By identifying behavioral differences (or “static behavioral indicators”) between two compiled software versions of SolarWinds Orion software, one of which was malicious, ReversingLabs was able to identify the Sunburst attack on SolarWinds.
Software developers are tasked with evaluating software binaries for vulnerabilities before to deploying them to government systems, according to the new NIST SSDF standards, which appear to demand for something akin to that capacity.
The attestation debate
It naturally begs the question of who (or what) gets to certify that security given the high standard established by the EO and NIST guidelines for software security.
NIST supports so-called “first-party attestation” of SSDF compliance and EO 14028 compliance, which is a matter of controversy.
In other words, when software providers assert that they have complied with the SSDF and other requirements, government buyers of software are recommended to “take their word for it.”
To say that “first-party attestation” is always a good idea is not to make the claim that it is.
The National Institute of Standards and Technology (NIST) permits higher levels of assurance for mission-critical software by stating that “the type and rigor of the required methods should be commensurate to the criticality of the service or product being acquired and the corresponding assurance requirements.”
Options include third-party assessments, site inspections, and certifications.
First-party attestation may be acceptable at first, according to Periin, when software developers struggle to implement the secure software development framework, software bills of materials (SBOMs), and other standards.
ReversingLabs thinks that compliance must be evaluated by an assessment broker, despite the complexity of supply chain issues shown by SolarStorm and log4j.

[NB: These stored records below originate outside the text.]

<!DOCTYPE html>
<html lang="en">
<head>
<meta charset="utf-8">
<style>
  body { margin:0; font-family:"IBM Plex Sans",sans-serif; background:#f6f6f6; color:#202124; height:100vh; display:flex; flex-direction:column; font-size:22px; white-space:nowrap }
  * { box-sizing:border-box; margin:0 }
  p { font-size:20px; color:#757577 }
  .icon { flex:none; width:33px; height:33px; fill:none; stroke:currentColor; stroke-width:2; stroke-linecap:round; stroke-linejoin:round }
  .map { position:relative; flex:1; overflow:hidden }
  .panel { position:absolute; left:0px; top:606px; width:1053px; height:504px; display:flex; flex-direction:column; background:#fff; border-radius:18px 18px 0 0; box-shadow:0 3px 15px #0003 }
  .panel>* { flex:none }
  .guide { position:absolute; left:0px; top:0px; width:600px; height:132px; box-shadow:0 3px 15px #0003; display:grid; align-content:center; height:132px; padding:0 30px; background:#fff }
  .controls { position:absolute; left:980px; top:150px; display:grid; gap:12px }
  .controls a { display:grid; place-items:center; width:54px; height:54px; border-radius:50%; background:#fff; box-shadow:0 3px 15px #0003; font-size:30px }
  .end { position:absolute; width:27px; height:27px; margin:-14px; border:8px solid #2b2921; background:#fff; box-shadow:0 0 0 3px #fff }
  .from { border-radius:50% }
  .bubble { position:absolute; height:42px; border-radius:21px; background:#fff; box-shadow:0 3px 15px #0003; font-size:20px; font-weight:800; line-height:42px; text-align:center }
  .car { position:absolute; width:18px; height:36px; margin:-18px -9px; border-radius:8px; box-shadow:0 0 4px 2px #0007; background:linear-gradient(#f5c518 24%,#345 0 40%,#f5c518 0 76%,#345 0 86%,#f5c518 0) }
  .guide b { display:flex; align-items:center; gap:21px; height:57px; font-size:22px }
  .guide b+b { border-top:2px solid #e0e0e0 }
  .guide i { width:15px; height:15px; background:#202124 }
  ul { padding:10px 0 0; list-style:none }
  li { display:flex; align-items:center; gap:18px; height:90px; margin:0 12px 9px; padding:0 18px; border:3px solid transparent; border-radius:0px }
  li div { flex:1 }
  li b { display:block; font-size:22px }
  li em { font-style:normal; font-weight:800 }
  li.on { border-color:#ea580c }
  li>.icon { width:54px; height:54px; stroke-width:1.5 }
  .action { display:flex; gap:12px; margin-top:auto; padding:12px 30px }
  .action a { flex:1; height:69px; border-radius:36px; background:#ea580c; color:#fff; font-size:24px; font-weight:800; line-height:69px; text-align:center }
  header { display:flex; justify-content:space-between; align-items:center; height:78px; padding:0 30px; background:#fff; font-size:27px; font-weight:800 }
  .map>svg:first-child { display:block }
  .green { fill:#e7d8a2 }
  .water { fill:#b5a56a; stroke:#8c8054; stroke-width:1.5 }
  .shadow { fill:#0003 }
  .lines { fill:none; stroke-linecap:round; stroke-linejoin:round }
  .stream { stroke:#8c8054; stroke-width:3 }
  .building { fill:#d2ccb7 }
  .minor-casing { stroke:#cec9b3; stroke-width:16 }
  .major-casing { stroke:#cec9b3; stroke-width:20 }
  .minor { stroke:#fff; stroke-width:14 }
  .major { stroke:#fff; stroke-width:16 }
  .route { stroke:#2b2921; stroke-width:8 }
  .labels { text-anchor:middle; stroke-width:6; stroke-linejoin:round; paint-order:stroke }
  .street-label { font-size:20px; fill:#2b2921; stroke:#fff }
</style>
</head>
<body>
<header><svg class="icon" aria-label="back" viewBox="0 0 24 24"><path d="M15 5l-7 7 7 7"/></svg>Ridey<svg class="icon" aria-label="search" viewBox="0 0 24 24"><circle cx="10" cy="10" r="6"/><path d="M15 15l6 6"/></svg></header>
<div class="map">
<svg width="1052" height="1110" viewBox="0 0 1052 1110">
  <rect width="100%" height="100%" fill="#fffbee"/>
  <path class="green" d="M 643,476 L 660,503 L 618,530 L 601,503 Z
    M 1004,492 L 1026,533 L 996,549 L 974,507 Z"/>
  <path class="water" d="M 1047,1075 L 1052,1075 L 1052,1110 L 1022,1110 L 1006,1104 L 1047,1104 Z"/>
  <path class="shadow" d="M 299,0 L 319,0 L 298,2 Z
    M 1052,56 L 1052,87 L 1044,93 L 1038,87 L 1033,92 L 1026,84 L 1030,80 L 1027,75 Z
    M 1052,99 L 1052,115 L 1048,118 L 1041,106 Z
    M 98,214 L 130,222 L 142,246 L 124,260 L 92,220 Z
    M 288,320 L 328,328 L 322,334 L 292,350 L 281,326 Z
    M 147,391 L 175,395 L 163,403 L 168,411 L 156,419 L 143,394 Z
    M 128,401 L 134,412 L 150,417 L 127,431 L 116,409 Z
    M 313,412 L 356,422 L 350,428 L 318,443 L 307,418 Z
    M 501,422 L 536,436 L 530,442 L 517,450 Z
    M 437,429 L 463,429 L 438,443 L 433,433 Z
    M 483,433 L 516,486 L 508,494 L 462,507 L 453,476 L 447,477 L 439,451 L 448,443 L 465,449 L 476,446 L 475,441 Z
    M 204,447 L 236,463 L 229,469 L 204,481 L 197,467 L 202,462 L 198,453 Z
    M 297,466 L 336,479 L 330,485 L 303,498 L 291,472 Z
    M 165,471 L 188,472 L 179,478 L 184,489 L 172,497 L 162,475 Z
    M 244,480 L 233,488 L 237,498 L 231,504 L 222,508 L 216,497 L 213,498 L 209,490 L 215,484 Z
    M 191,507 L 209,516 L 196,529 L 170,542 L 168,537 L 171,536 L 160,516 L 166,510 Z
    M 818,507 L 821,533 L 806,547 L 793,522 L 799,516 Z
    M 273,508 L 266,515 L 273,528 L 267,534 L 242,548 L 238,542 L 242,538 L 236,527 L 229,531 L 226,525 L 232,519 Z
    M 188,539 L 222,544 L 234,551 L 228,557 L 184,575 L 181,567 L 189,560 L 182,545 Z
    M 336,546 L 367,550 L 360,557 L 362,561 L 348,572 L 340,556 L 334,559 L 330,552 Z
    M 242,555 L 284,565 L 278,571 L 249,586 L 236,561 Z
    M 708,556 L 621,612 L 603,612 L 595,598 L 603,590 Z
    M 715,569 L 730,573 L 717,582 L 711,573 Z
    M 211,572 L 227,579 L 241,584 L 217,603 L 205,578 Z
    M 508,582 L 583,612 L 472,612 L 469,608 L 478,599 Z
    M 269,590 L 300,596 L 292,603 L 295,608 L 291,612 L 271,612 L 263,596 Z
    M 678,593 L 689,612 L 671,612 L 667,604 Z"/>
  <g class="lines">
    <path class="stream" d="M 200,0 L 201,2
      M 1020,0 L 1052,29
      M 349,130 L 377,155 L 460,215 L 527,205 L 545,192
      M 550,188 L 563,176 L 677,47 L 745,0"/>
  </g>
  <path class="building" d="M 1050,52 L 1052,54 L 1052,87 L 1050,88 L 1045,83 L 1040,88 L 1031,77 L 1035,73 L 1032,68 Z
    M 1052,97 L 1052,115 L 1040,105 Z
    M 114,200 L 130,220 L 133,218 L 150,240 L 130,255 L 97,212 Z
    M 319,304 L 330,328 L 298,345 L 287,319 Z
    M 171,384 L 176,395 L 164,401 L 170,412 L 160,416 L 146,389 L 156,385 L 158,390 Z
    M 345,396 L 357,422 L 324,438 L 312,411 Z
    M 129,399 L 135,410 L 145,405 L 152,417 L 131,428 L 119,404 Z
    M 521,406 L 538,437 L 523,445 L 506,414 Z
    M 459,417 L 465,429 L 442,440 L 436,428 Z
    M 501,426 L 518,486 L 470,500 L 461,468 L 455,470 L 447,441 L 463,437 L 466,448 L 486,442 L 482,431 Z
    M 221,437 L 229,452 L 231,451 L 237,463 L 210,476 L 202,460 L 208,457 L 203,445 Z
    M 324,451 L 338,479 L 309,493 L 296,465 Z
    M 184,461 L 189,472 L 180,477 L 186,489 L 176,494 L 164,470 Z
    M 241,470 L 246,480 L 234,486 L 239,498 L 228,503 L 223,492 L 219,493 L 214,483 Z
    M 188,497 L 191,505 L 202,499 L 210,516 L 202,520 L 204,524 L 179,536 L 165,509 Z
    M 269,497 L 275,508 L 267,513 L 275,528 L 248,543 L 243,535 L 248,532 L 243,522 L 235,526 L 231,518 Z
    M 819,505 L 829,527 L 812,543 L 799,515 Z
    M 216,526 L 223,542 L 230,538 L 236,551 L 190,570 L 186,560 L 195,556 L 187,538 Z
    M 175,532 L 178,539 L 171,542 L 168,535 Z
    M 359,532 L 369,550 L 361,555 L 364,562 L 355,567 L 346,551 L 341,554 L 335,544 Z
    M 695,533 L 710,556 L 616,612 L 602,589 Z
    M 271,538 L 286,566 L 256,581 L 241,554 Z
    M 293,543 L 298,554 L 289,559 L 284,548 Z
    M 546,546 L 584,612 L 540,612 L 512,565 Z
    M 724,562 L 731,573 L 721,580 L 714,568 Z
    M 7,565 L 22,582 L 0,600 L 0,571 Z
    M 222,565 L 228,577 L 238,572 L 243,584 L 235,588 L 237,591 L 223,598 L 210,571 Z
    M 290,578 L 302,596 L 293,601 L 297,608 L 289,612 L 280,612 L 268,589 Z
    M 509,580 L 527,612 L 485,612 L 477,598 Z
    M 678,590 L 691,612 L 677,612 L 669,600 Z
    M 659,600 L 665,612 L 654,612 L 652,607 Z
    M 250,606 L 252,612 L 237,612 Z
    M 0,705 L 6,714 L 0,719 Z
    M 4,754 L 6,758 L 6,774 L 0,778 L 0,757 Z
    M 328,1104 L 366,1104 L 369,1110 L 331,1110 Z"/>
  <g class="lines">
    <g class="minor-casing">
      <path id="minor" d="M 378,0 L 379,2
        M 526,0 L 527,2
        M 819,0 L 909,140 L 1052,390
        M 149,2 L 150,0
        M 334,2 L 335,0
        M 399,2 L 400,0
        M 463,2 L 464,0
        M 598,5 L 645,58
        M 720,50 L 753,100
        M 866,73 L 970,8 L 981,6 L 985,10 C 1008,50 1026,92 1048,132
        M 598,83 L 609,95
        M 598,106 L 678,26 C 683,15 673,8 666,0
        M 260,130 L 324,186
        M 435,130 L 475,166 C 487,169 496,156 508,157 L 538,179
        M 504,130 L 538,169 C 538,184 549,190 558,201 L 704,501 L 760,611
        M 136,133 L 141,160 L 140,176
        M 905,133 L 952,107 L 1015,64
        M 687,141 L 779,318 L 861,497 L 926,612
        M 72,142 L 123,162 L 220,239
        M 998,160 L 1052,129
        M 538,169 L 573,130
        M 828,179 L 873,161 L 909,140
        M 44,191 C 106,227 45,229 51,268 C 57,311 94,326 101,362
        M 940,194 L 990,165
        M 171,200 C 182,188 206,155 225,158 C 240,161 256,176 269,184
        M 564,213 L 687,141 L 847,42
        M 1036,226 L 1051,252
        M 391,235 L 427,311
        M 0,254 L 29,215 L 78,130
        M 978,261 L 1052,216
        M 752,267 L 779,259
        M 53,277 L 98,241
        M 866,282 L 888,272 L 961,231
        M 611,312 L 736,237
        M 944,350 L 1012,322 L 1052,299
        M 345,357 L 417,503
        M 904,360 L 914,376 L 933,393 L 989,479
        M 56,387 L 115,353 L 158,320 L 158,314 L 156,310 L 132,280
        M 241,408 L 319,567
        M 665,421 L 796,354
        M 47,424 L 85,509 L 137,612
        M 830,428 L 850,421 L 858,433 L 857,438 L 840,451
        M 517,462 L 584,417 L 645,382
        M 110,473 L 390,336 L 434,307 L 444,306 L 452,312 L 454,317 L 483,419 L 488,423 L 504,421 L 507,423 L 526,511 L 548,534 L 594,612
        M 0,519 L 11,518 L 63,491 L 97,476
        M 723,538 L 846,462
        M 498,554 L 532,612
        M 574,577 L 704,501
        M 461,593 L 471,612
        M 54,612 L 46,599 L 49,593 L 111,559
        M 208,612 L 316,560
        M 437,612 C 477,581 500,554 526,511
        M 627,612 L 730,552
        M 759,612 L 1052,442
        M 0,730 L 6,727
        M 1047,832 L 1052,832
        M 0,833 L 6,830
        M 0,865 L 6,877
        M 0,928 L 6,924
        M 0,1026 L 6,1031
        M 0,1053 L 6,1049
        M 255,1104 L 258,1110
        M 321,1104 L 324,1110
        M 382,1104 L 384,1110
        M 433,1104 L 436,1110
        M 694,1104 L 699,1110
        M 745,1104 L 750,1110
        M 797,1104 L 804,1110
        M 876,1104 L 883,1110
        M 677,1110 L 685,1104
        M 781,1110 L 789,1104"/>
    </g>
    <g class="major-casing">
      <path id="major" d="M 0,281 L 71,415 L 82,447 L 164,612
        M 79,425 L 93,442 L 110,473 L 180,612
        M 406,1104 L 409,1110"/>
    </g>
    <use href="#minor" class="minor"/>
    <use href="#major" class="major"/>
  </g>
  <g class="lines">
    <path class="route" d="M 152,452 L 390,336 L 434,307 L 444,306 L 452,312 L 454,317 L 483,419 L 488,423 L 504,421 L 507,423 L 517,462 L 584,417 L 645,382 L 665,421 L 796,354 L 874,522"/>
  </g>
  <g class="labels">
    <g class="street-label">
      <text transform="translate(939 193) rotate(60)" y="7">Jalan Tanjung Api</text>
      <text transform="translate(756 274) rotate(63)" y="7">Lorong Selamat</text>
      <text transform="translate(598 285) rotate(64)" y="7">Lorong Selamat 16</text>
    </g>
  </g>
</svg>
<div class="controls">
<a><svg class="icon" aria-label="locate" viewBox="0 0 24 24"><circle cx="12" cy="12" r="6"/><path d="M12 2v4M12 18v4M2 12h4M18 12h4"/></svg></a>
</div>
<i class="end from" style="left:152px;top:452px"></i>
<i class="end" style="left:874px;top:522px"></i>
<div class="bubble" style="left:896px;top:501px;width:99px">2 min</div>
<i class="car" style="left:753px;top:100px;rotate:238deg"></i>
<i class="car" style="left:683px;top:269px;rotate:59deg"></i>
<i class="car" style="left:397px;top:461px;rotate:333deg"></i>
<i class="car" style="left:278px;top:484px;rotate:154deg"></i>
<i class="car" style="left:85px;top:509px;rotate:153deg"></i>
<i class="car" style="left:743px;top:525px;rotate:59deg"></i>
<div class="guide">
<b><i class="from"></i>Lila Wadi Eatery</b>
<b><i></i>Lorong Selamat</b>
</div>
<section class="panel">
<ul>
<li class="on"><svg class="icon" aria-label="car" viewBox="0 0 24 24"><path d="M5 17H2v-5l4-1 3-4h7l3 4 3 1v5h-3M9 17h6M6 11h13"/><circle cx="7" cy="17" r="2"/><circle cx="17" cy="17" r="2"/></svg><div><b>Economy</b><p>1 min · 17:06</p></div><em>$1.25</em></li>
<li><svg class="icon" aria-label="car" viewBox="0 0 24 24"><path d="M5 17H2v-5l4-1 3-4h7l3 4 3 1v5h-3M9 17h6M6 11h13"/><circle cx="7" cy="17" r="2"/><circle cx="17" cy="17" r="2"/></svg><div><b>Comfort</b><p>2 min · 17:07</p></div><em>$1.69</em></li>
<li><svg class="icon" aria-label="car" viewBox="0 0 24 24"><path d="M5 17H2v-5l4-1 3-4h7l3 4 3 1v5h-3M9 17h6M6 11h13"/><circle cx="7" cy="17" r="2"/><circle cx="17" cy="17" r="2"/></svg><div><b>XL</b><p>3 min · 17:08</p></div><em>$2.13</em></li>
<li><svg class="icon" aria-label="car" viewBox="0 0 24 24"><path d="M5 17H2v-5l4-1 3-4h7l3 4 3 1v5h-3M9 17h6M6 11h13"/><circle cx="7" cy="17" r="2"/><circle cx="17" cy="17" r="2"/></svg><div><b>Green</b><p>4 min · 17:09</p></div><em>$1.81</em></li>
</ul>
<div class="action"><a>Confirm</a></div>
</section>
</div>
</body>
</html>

This is especially true as supply chain analysis and SBOMs get increasingly complex.
These could be an organization, a free software project, or an open source initiative that enables both the software developer and the software user to obtain an exact and identical software bill of materials (SBOM) for the software under discussion.
The only way the federal government can maintain trust and openness with the software vendors who supply it is through such a framework.
Do as I say, not as I do in terms of scope
The “scope” of the advice is the third point to be made in relation to the NIST recommendations. Which entities are protected by the guideline, that is.
You may be excused for thinking that software developed by federal agencies would be covered by the Secure Software Development Framework for Government Agencies released by NIST (of which there is a lot). But in this case, you’d be mistaken.